Exercise brief:
In the material below, find how many lines contain the string "halo". Write only that number.

--- START ---

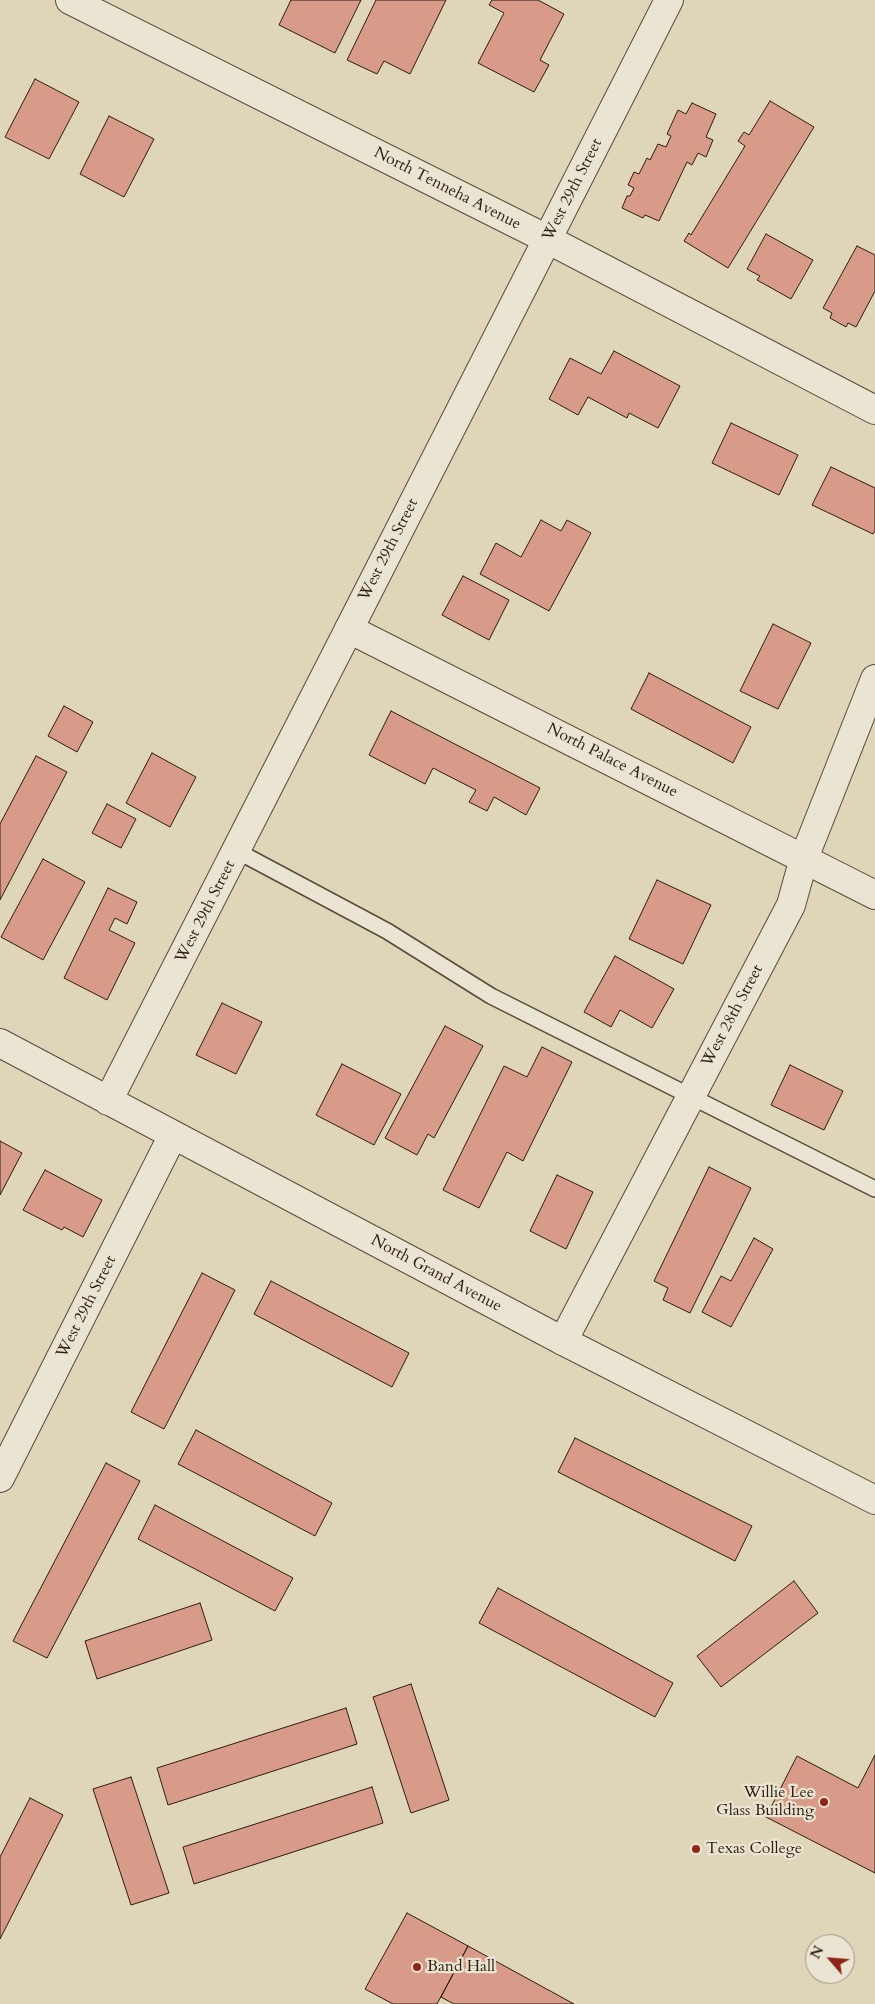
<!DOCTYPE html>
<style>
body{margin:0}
#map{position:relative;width:875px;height:2004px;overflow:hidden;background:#dfd5b9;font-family:Cardo,serif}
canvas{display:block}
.north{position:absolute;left:805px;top:1934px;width:50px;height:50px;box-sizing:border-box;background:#eae4d2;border:1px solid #9f9484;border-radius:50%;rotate:297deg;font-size:14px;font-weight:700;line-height:20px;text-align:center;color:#2e1c0f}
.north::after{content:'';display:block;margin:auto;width:18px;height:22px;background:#8f2418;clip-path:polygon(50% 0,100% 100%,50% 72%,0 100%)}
</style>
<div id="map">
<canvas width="875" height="2004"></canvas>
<div class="north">N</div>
</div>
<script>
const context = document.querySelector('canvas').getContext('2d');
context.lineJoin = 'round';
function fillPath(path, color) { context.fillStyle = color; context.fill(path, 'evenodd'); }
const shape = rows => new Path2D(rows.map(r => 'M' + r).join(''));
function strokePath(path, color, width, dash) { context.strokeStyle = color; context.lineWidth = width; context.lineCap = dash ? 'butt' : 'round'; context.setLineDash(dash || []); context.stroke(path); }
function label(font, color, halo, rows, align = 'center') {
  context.font = font + ' Cardo,serif'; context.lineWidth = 4.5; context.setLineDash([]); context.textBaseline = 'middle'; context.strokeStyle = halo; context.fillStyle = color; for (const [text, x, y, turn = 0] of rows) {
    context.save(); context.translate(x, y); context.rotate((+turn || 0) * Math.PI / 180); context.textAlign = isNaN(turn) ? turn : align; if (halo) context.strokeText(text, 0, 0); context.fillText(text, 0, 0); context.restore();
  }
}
const building = shape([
 [291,0,361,0,335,53,279,25,291,0],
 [376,0,446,0,410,74,384,61,377,74,347,60,376,0],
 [492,0,538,0,564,14,540,60,549,65,534,92,478,63,504,13,489,5,492,0],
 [35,79,79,102,49,159,5,137,35,79],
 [770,101,814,127,728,268,684,241,689,233,691,235,745,146,738,141,744,132,749,135,770,101],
 [692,103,716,114,706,137,713,140,706,157,698,153,692,165,687,162,659,221,645,215,643,218,622,208,627,196,630,196,634,188,628,185,634,172,639,174,647,158,650,160,658,144,666,147,671,136,667,134,678,110,686,114,692,103],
 [109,116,154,139,124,197,80,174,109,116],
 [766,234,813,260,791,299,757,280,760,276,747,269,766,234],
 [857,246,875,255,875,291,856,327,848,323,846,327,830,318,832,313,823,308,857,246],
 [614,351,680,386,658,428,629,413,627,418,588,397,578,415,549,399,570,358,601,374,614,351],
 [731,423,798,455,779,495,712,463,731,423],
 [831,467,875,488,875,531,873,534,812,505,831,467],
 [541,520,561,531,567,520,591,533,549,611,480,574,496,543,521,557,541,520],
 [463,576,509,600,489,640,442,615,463,576],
 [773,624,811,643,778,709,740,691,773,624],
 [649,673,751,727,733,763,631,709,649,673],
 [64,706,93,722,77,752,48,736,64,706],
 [391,711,540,788,526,815,494,797,487,811,469,802,476,790,433,768,425,784,369,755,391,711],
 [152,753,196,777,170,827,126,803,152,753],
 [36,756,67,772,0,900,0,824,36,756],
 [107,804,136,819,121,848,92,833,107,804],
 [43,859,85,882,43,960,1,937,43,859],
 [657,880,711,905,683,964,629,939,657,880],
 [108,888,137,902,127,924,115,918,109,930,135,943,107,1000,64,978,108,888],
 [615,956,674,989,652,1028,620,1010,611,1027,584,1012,615,956],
 [222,1003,262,1022,236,1074,196,1055,222,1003],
 [445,1026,483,1046,434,1138,428,1134,417,1155,385,1138,445,1026],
 [542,1047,572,1062,523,1161,507,1152,479,1208,443,1190,504,1066,527,1077,542,1047],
 [342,1064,401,1094,374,1145,316,1115,342,1064],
 [790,1065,843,1091,824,1130,771,1105,790,1065],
 [0,1141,22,1153,0,1195,0,1141],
 [709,1167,751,1188,690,1313,663,1300,668,1288,654,1281,709,1167],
 [45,1170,102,1200,83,1237,64,1227,62,1230,23,1210,45,1170],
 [557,1175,593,1192,566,1249,530,1231,557,1175],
 [754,1238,773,1249,731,1327,702,1312,721,1276,731,1281,754,1238],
 [202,1273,235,1290,164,1429,131,1412,202,1273],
 [271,1281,409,1353,392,1387,254,1314,271,1281],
 [196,1430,332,1503,315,1536,178,1464,196,1430],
 [575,1438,752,1526,735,1561,558,1472,575,1438],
 [106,1463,140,1481,47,1658,13,1641,106,1463],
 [155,1505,293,1578,275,1611,138,1539,155,1505],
 [794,1581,818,1613,721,1687,697,1656,794,1581],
 [498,1588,673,1683,655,1717,479,1623,498,1588],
 [200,1603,212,1640,97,1679,85,1641,200,1603],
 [411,1684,449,1800,411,1813,373,1697,411,1684],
 [346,1708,357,1744,168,1805,157,1768,346,1708],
 [875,1755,875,1873,766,1817,797,1756,858,1788,875,1755],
 [131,1777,169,1893,131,1905,93,1789,131,1777],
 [372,1787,383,1823,194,1884,183,1847,372,1787],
 [30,1798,63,1815,0,1939,0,1857,30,1798],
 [407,1913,468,1946,437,2004,393,2004,365,1989,407,1913],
 [468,1946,574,2004,454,2004,441,1997,468,1946]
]);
const service = shape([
 [237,851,387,931,491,996,875,1189]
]);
const minor = shape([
 [70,0,547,239,875,410],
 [349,629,669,0],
 [563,1341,791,905,804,858,875,679],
 [0,1478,173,1135]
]);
const tertiary = shape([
 [0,1043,563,1341,875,1500],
 [108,1101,349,629,875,895]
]);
const markers = [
 [824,1802,5,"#8f2418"],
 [696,1849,5,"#8f2418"],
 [417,1967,5,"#8f2418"]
];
const streetNames = [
 ["North Tenneha Avenue",447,189,27],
 ["West 29th Street",573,190,-63],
 ["West 29th Street",389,550,-63],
 ["North Palace Avenue",612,761,27],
 ["West 29th Street",206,912,-63],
 ["West 28th Street",733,1016,-62],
 ["North Grand Avenue",436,1274,28],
 ["West 29th Street",87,1307,-63]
];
const poiNames = [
 ["Willie Lee",814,1793,"right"],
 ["Glass Building",814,1811,"right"],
 ["Texas College",706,1849],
 ["Band Hall",427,1967]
];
fillPath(building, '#d89b8a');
strokePath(building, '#2e1c0f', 1);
strokePath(service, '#5a4a3a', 18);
strokePath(minor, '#5a4a3a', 30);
strokePath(tertiary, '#5a4a3a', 30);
strokePath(service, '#eae4d2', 15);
strokePath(minor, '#eae4d2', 28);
strokePath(tertiary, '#eae4d2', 28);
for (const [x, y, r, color] of markers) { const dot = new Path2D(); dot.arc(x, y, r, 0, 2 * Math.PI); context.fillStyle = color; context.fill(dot); strokePath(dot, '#eae4d2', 2); }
label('16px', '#2e1c0f', '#eae4d2', streetNames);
label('16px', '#2e1c0f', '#eae4d2', poiNames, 'left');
</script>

--- END ---

Answer:
3